IIRC Eric Schwitzgebel wrote something in a similar vein (not necessarily about LLMs, though he has been interested in this sort of stuff too, recently). I’m unable to dig out the most relevant reference atm but some related ones are:
https://faculty.ucr.edu/~eschwitz/SchwitzAbs/Snails.htm (relevant not because it talks about beliefs (I don’t recall it does) but because it argues for the possibility of an organism being “kinda-X” where X is a property that we tend to think is binary)
Understandable attempt by Chalmers, but I’d say that bit, at least, is opposite to the direction of clarity.
The idea > if it is behaviorally interpretable as believing that p
reinforces that even if we can’t rely on “beliefs” of AI systems to mean what they usually mean, we can rely on “behavior” of AI systems to mean what it usually means, typically with humans or some other animal as the reference class. You might try to fix that with the same trick, adding a quasi- prefix to behavior and calling it “quasi-behavior”, but then you have to specify what your new grounding for quasi-behavior is. And so on.
It feels tempting to to use—or no, it feels unfair to be denied—some handle that serves the felt sense of “But when I interact with Claude, it is very useful and predictive to see it as ‘planning’ to troubleshoot X and ‘believing’ that some file is in some folder. Isn’t it better for me to flag with quasi- how it’s sort of true and sort of false?”
The problem with “quasi-” is that it is trying to avoid the spikiness/jaggedness/alienness of what we might call AI minds, whereas good frames and vocabulary should remind us to be constantly vigilant about the differences in different contexts. That we can’t get away with “sort of true and sort of false.” That instead, we should be paying attention to the fine-grained differences in each context, and how extrapolation will fail. That’s how you respect the alien-ness.
In the link, Chalmers dismisses such concerns:
> An opponent might deny that LLMs have quasi-beliefs or quasi-desires on the grounds that LLM behavior is unstable, or non-humanlike, or otherwise defective in a way that means that the LLM is not even usefully interpretable in terms of beliefs or desires. [...] A core of consistency is enough for interpretation to get a grip in ascribing numerous quasi-beliefs and quasi-desires, even though there will be domains where they lack these states on grounds of inconsistency. Overall I think that experience with current LLMs suggests that there is enough of a consistent core to support a reasonably extensive core of quasi-beliefs.

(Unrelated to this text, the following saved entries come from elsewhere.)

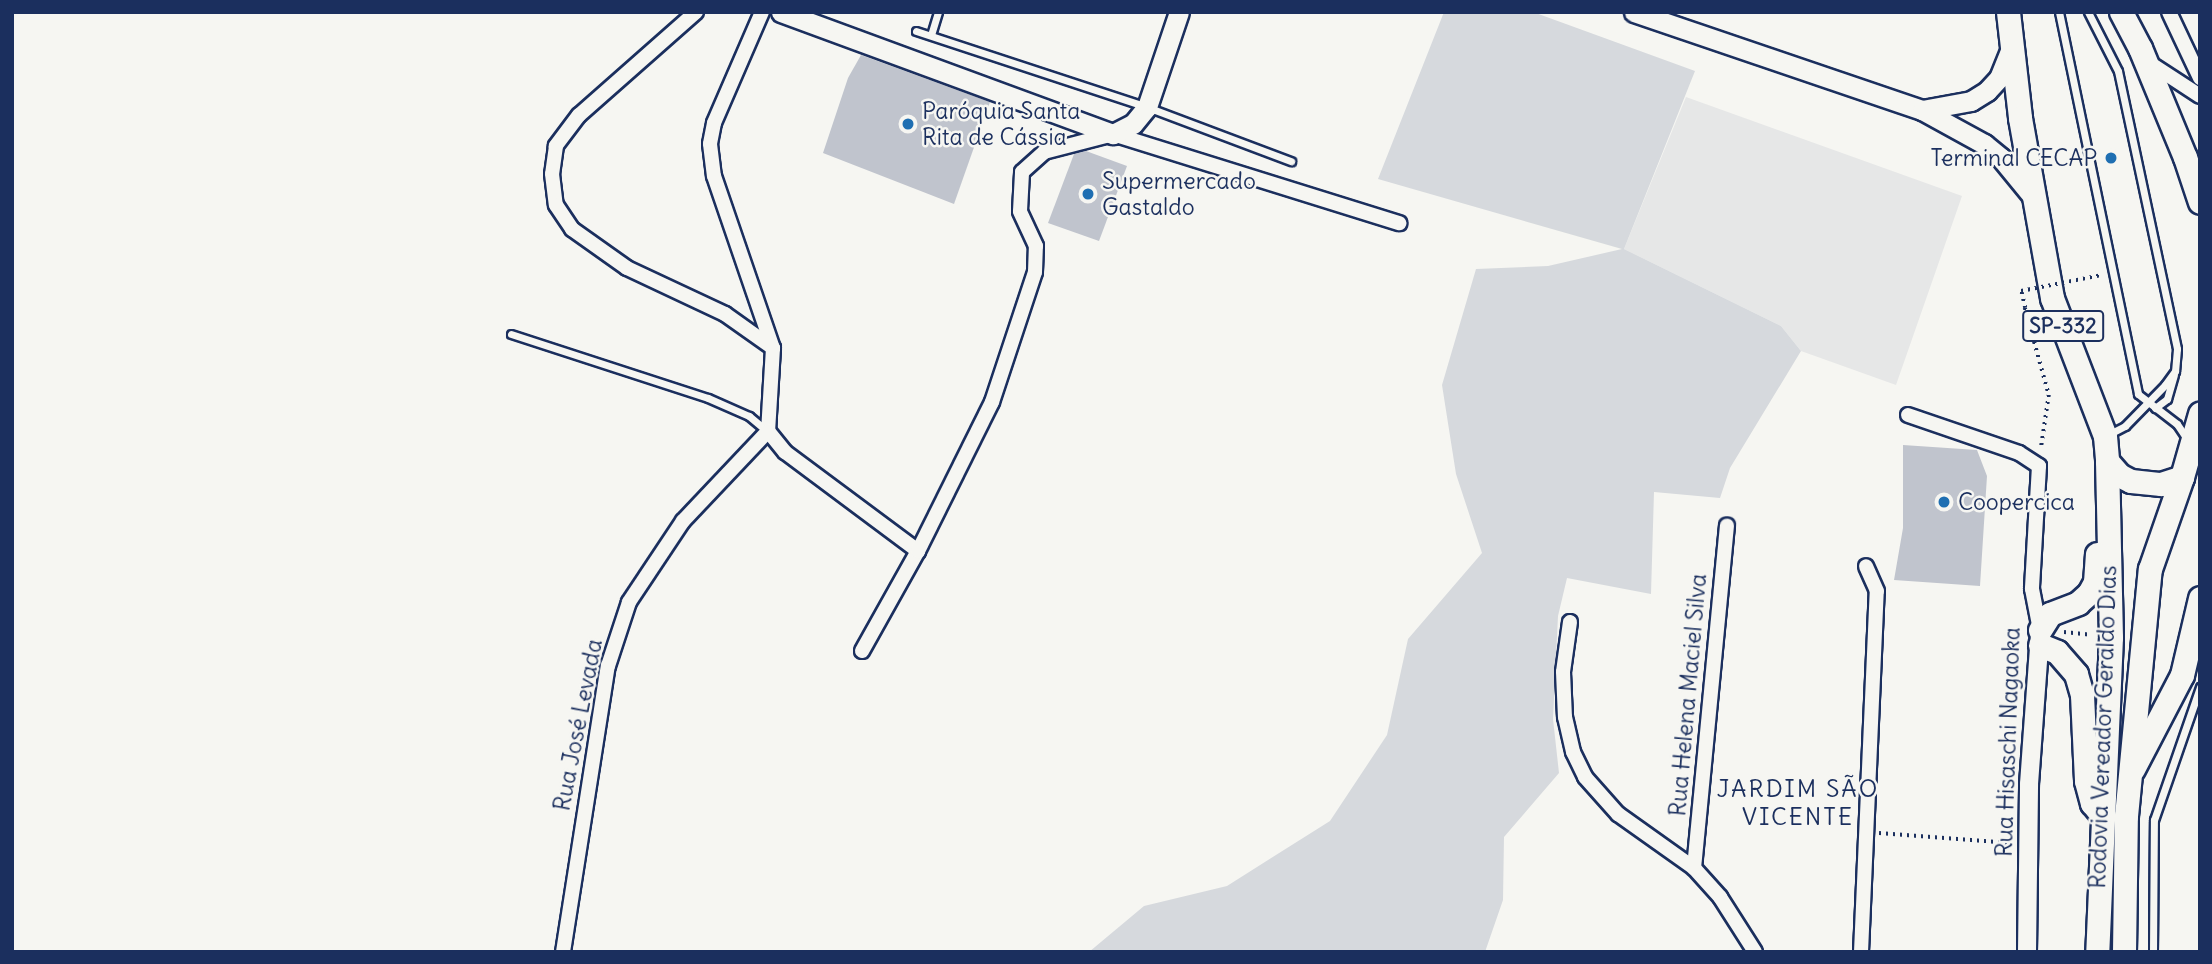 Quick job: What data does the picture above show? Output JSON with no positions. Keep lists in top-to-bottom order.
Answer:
{
  "streets": {
    "main road": ["SP-332", "Rodovia Vereador Geraldo Dias"],
    "street": ["Rua Helena Maciel Silva", "Rua José Levada", "Rua Hisaschi Nagaoka"]
  },
  "districts": ["JARDIM SÃO VICENTE"],
  "places": [
    "Paróquia Santa Rita de Cássia",
    "Terminal CECAP",
    "Supermercado Gastaldo",
    "Coopercica"
  ]
} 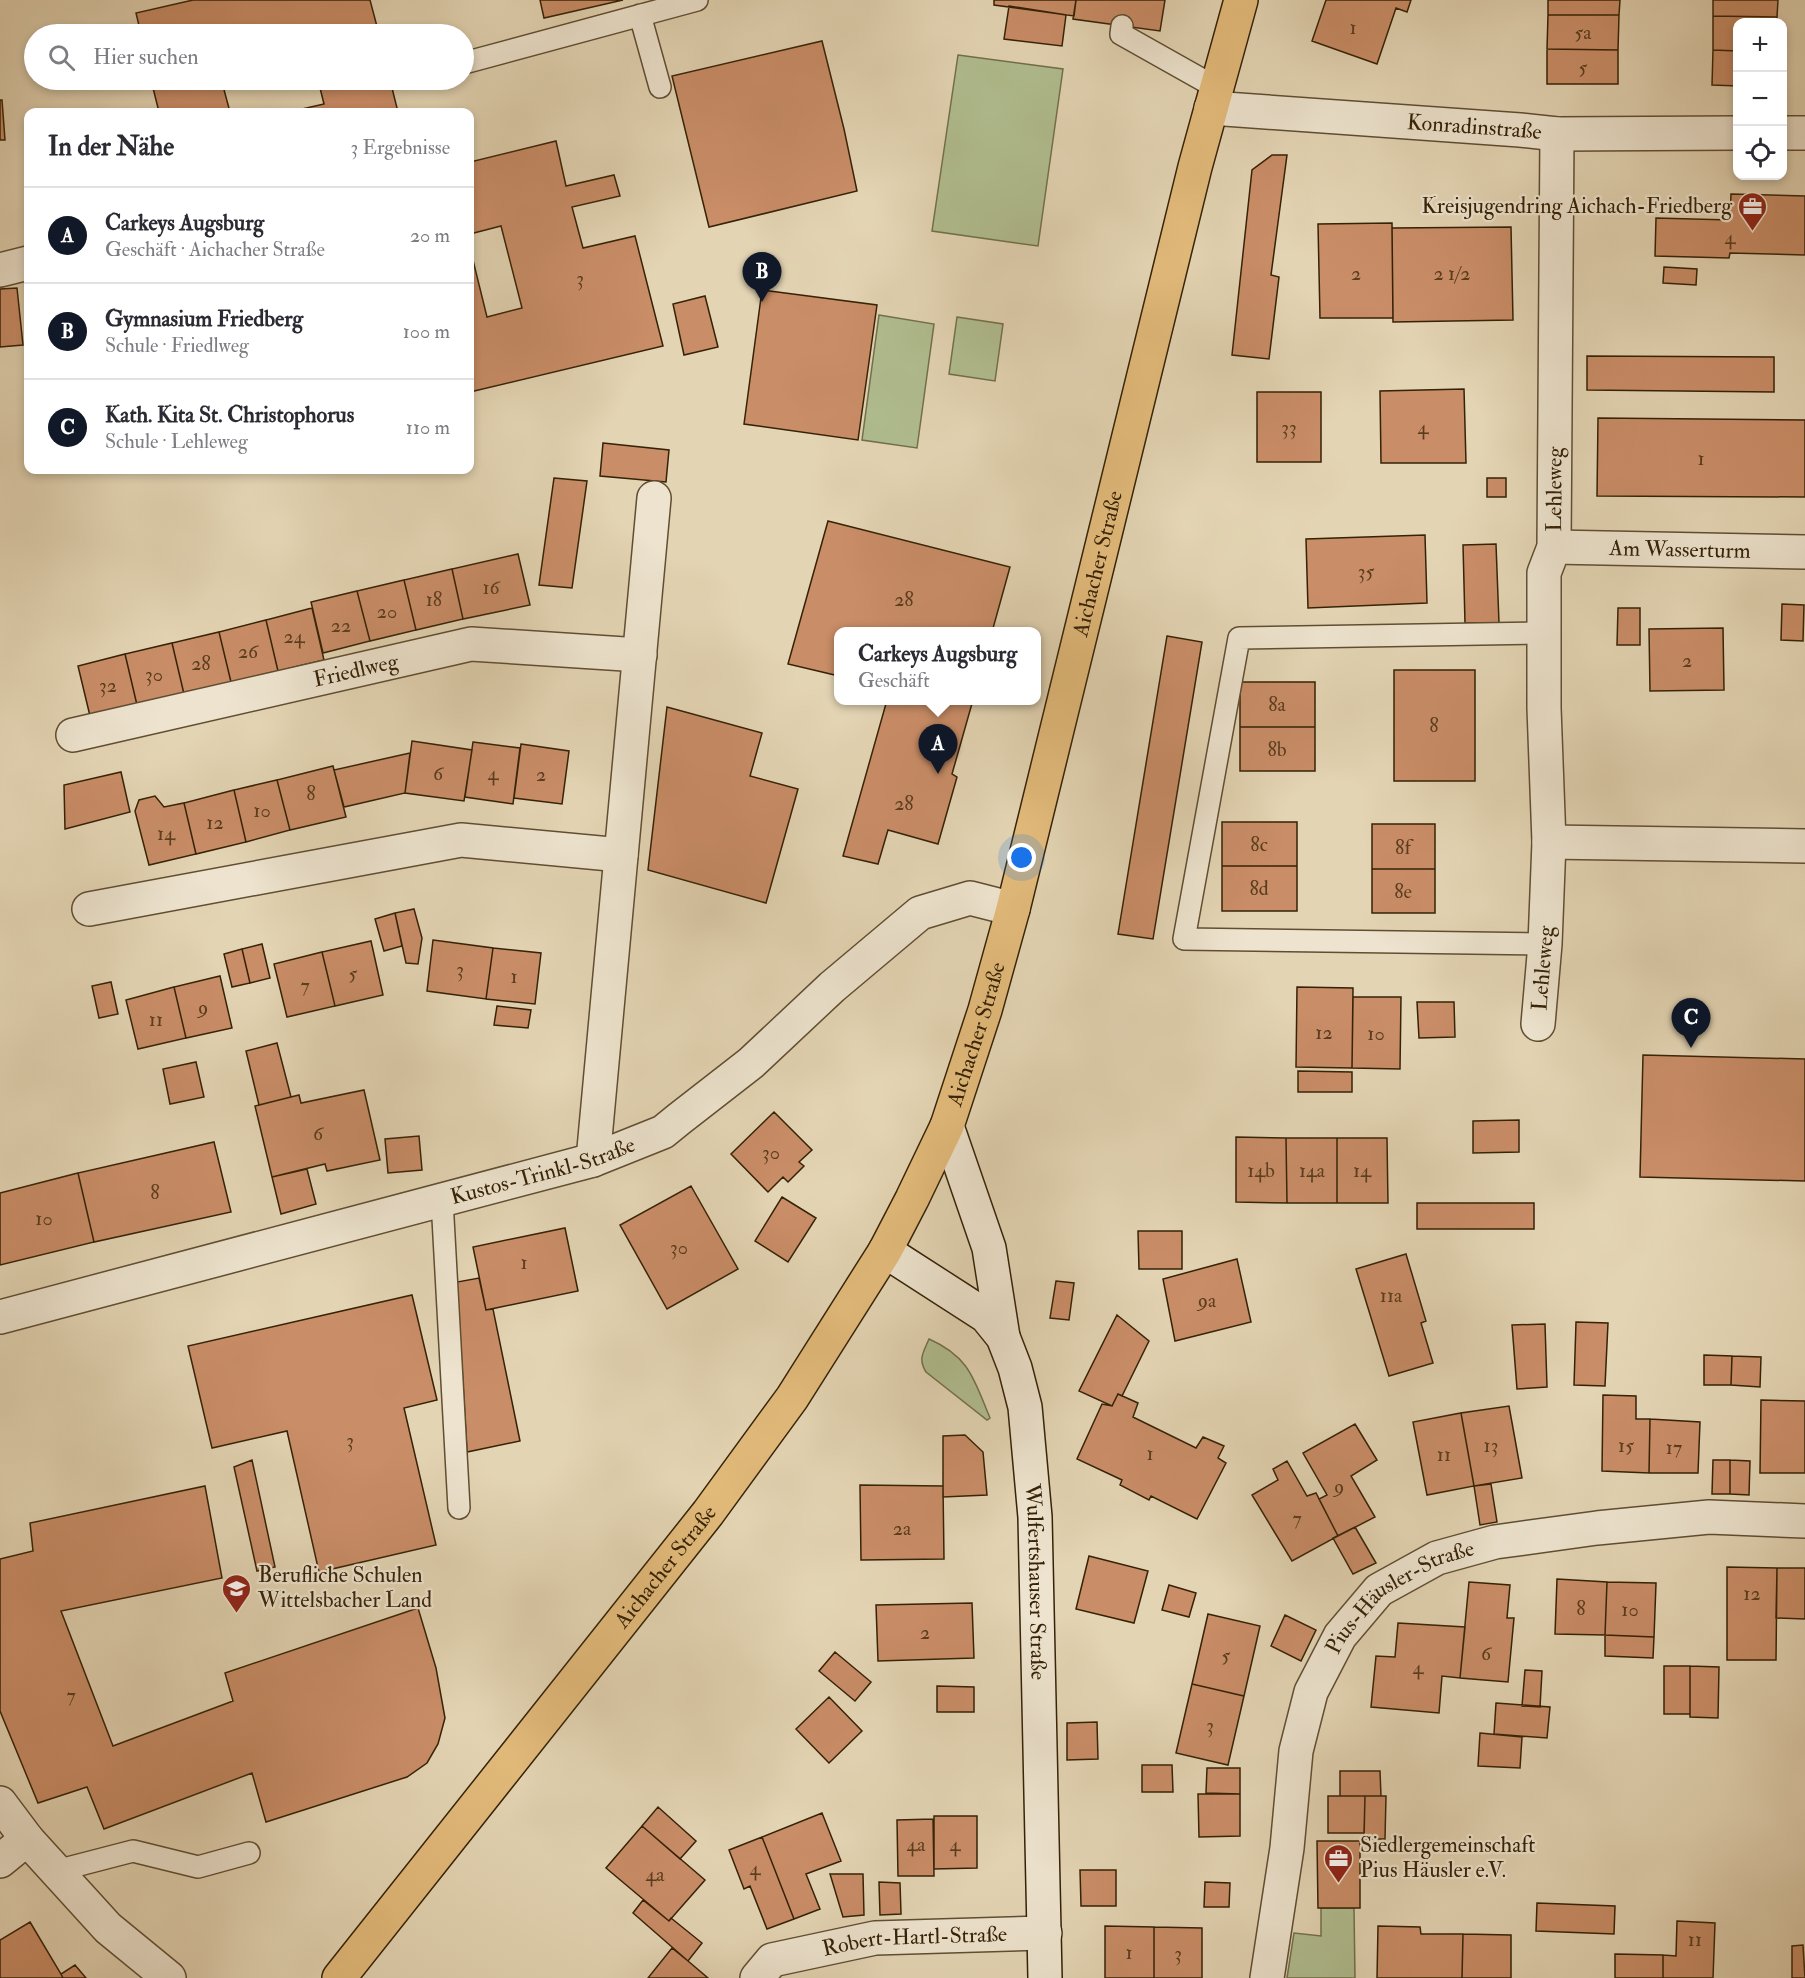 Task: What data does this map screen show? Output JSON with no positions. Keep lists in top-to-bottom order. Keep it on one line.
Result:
{"streets":{"main road":["Aichacher Straße"],"street":["Konradinstraße","Lehleweg","Am Wasserturm","Friedlweg","Kustos-Trinkl-Straße","Wulfertshauser Straße","Pius-Häusler-Straße","Robert-Hartl-Straße"]},"crossings":[["Konradinstraße","Lehleweg"],["Konradinstraße","Aichacher Straße"],["Lehleweg","Am Wasserturm"],["Aichacher Straße","Kustos-Trinkl-Straße"],["Aichacher Straße","Wulfertshauser Straße"],["Wulfertshauser Straße","Robert-Hartl-Straße"]],"places":{"office":["Kreisjugendring Aichach-Friedberg","Siedlergemeinschaft Pius Häusler e.V."],"school or university":["Berufliche Schulen Wittelsbacher Land"]},"house_numbers":["1","5a","5","4","2","2 1/2","3","33","4","1","35","16","18","28","20","22","24","26","2","28","30","32","8a","8","8b","6","4","2","8","28","10","12","14","8c","8f","8d","8e","3","5","1","7","9","11","12","10","6","30","14b","14a","14","8","10","30","1","11a","9a","3","13","15","17","1","11","9","7","2a","12","8","10","2","6","5","4","7","3","4a","4","4","4a","11","1","3"],"page":{"map_buttons":["+","−"],"search":"Hier suchen","heading":["In der Nähe","3 Ergebnisse"],"list":[{"mark":"A","name":"Carkeys Augsburg","note":"Geschäft · Aichacher Straße","value":"20 m"},{"mark":"B","name":"Gymnasium Friedberg","note":"Schule · Friedlweg","value":"100 m"},{"mark":"C","name":"Kath. Kita St. Christophorus","note":"Schule · Lehleweg","value":"110 m"}],"pins":["B","A","C"],"popup":["Carkeys Augsburg","Geschäft"]}}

A better analogy that I’ve proposed before is rationalization. Calling rationalization “quasi-rationality”, makes the absurdity clearer. Rationalization isn’t sort-of rational. Rationalization doesn’t “play some key roles” of rationality. Rationalization and rationality do not share a “core” that are usefully co-extensive.
Don’t underestimate the adversarial institutional reification of anthropomorphism here. Don’t mistake anti-inductive nature for harmless un-inductive nature or worse, inductive nature. That’s like mistaking rationalization for just noise, or worse, essentially rationality. Rationalization is a kind of referential parasitism on the phenomena of rationality, and the reason to consider it adjacent to rationality is only to be watchful of how it is cleverly simulating your familiar notion.
This is the Sharp Left Turn of referential alignment. Don’t fall for the similarity. AI minds and bodies do not refer like human minds and bodies do. Our referential activity may be very similar up to a point (and incrementally duct-taped and patched to fix any seeming discrepancies) and then totally bizarre beyond specific contexts. Reliance on some “core” will create bad shocks.
I’ve critiqued elsewhere the dependence on northstars of “cores”, “invariants”, “convergences” in general, as only being able to deal with the intersection of phenomena. Hopefully this becomes more compelling as alternative methodologies become possible with AI-assistance, as outlined somewhat in the previous link. (Also more compelling as AI systems prove our existing models and metaphors cannot be simply repurposed with minor modifications.) Instead of talking about quasi-beliefs, you might create a label for the X-belief for each different context X, that may have extremely specific connections and disconnections with the various implications we tend to assume for beliefs. This would require tracking “disorders”, where AI systems absurdly do only some of the things that you would normally do with “beliefs” and “selfs”.
The commitment to non-anthropomorphism is more clearly now an ongoing practice beyond words, not something we can do with abstract analysis or redefining terms. It will soon be as hard as or harder than any other systemic issue today, with subtle ideological collusion to keep you convinced that the artificial substitute is basically no different than the real thing and how any toxic seams will be ironed out in v0.4.
(Don’t mistake this as being apathetic to potential machine suffering. On the contrary, this vigilance of our projections should mitigate issues of reverse alignment—where we assume happy text content output is synonymous with machine welfare but they’re suffering inside. Dealmaking proposals are often great examples of this unthinkingness.)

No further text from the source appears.